In the entries that follow, the first line to write out is the one containing "position:relative; width:372px; height:864px;", and the last is the one containing "position:absolute; left:320px; top:12px;". Reproduce that stretch exactly, with nothing before or after it.

▬▬▬

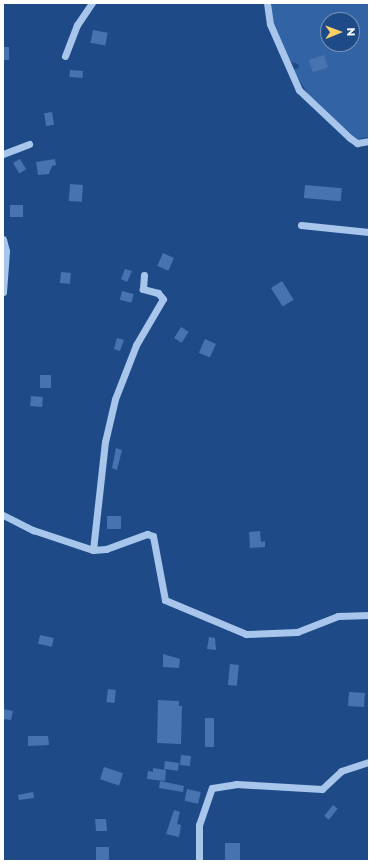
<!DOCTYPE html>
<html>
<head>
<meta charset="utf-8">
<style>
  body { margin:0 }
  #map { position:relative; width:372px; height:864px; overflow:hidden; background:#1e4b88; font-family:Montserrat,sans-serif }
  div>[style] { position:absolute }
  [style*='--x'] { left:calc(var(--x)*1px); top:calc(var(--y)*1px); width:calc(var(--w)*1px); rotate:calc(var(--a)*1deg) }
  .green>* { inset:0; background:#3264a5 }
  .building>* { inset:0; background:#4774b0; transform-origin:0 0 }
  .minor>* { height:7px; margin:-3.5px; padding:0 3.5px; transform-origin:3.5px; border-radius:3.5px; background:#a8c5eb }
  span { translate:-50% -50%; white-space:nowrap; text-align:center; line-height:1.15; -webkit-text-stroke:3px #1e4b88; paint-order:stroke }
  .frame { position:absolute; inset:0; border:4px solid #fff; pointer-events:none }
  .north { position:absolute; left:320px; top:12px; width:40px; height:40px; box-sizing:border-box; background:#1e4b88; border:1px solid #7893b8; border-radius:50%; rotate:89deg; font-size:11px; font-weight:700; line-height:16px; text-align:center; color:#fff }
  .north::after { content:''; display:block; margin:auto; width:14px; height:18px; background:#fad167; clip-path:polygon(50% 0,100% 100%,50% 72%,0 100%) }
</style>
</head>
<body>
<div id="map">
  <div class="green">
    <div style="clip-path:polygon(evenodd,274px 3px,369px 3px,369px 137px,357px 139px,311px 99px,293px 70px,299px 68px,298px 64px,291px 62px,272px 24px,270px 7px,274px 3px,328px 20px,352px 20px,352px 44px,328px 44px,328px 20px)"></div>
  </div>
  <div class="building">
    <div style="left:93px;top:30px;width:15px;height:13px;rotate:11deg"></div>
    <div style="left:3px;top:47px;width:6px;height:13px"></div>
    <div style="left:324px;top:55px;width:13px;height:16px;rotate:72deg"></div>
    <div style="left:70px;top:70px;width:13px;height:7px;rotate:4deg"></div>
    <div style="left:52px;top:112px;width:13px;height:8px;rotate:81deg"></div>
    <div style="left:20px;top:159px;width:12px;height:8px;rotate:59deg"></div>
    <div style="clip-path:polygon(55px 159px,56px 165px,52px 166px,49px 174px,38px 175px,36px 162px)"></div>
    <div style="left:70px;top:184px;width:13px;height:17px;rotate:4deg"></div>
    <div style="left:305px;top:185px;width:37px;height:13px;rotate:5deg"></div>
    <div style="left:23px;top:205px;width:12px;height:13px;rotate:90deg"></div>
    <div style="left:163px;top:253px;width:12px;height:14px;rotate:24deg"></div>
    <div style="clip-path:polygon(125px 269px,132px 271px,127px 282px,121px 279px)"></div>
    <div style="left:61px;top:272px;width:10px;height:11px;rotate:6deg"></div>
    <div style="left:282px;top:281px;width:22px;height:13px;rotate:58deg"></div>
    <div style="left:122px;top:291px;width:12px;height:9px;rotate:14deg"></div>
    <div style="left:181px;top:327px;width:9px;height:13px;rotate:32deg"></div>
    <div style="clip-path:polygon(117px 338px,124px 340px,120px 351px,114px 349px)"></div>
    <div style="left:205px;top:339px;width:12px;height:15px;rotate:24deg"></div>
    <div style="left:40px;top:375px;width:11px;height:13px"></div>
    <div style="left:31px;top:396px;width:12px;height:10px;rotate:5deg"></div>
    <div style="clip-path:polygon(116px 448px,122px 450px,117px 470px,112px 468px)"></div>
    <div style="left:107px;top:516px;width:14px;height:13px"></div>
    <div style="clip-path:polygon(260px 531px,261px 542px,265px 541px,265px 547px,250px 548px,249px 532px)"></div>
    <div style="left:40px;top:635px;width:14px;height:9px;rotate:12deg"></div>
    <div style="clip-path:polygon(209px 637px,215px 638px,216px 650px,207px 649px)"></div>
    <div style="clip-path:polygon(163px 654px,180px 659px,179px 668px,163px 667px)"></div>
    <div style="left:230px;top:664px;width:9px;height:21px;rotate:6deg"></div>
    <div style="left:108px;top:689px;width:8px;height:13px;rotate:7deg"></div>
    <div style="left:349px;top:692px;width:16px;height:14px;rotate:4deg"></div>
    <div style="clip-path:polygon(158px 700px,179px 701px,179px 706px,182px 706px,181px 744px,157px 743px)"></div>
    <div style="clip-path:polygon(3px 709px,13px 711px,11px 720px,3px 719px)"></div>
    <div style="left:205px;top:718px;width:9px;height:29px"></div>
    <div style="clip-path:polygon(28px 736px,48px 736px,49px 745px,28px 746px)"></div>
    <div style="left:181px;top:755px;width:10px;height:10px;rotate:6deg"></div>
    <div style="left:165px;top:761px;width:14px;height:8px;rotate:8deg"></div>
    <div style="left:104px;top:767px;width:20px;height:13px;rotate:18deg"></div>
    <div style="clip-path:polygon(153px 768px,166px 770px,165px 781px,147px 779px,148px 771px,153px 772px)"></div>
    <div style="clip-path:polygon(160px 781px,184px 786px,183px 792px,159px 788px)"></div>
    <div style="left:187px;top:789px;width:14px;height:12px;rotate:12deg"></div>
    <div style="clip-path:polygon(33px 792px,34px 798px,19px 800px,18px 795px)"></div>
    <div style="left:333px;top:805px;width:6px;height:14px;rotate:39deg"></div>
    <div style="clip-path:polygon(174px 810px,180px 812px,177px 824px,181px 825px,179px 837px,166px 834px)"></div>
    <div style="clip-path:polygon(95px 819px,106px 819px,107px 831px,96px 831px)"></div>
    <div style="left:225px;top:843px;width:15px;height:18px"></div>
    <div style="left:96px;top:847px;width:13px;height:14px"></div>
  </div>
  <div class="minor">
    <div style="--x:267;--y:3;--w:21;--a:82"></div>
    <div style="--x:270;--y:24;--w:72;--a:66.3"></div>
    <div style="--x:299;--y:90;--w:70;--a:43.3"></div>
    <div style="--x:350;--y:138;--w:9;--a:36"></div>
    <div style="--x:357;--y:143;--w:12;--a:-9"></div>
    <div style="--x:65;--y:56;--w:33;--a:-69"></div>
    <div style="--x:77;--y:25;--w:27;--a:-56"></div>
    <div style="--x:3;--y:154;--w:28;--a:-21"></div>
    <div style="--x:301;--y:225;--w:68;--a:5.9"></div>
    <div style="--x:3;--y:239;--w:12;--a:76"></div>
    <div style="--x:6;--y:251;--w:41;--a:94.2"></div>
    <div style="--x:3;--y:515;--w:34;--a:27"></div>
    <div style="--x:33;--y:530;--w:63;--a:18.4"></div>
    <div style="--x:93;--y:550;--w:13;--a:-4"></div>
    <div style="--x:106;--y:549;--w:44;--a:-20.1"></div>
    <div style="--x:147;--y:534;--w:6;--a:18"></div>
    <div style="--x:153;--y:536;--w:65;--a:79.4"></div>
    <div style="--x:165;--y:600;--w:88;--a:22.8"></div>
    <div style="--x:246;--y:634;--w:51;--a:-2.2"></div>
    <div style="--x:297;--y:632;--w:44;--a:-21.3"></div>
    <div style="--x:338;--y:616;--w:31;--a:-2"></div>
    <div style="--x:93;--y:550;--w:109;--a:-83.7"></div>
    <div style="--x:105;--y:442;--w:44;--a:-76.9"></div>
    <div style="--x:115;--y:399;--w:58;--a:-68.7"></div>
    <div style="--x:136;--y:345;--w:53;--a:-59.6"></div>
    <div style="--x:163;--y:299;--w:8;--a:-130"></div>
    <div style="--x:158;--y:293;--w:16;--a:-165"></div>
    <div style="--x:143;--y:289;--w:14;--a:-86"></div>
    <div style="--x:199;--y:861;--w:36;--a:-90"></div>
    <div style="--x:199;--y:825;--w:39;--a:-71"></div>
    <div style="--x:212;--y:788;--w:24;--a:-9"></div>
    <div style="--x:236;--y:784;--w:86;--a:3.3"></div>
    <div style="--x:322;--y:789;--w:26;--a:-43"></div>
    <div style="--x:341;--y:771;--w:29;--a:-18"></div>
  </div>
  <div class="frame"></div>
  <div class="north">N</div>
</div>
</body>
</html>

▬▬▬

#### [Your solution]
  #map { position:relative; width:372px; height:864px; overflow:hidden; background:#1e4b88; font-family:Montserrat,sans-serif }
  div>[style] { position:absolute }
  [style*='--x'] { left:calc(var(--x)*1px); top:calc(var(--y)*1px); width:calc(var(--w)*1px); rotate:calc(var(--a)*1deg) }
  .green>* { inset:0; background:#3264a5 }
  .building>* { inset:0; background:#4774b0; transform-origin:0 0 }
  .minor>* { height:7px; margin:-3.5px; padding:0 3.5px; transform-origin:3.5px; border-radius:3.5px; background:#a8c5eb }
  span { translate:-50% -50%; white-space:nowrap; text-align:center; line-height:1.15; -webkit-text-stroke:3px #1e4b88; paint-order:stroke }
  .frame { position:absolute; inset:0; border:4px solid #fff; pointer-events:none }
  .north { position:absolute; left:320px; top:12px; width:40px; height:40px; box-sizing:border-box; background:#1e4b88; border:1px solid #7893b8; border-radius:50%; rotate:89deg; font-size:11px; font-weight:700; line-height:16px; text-align:center; color:#fff }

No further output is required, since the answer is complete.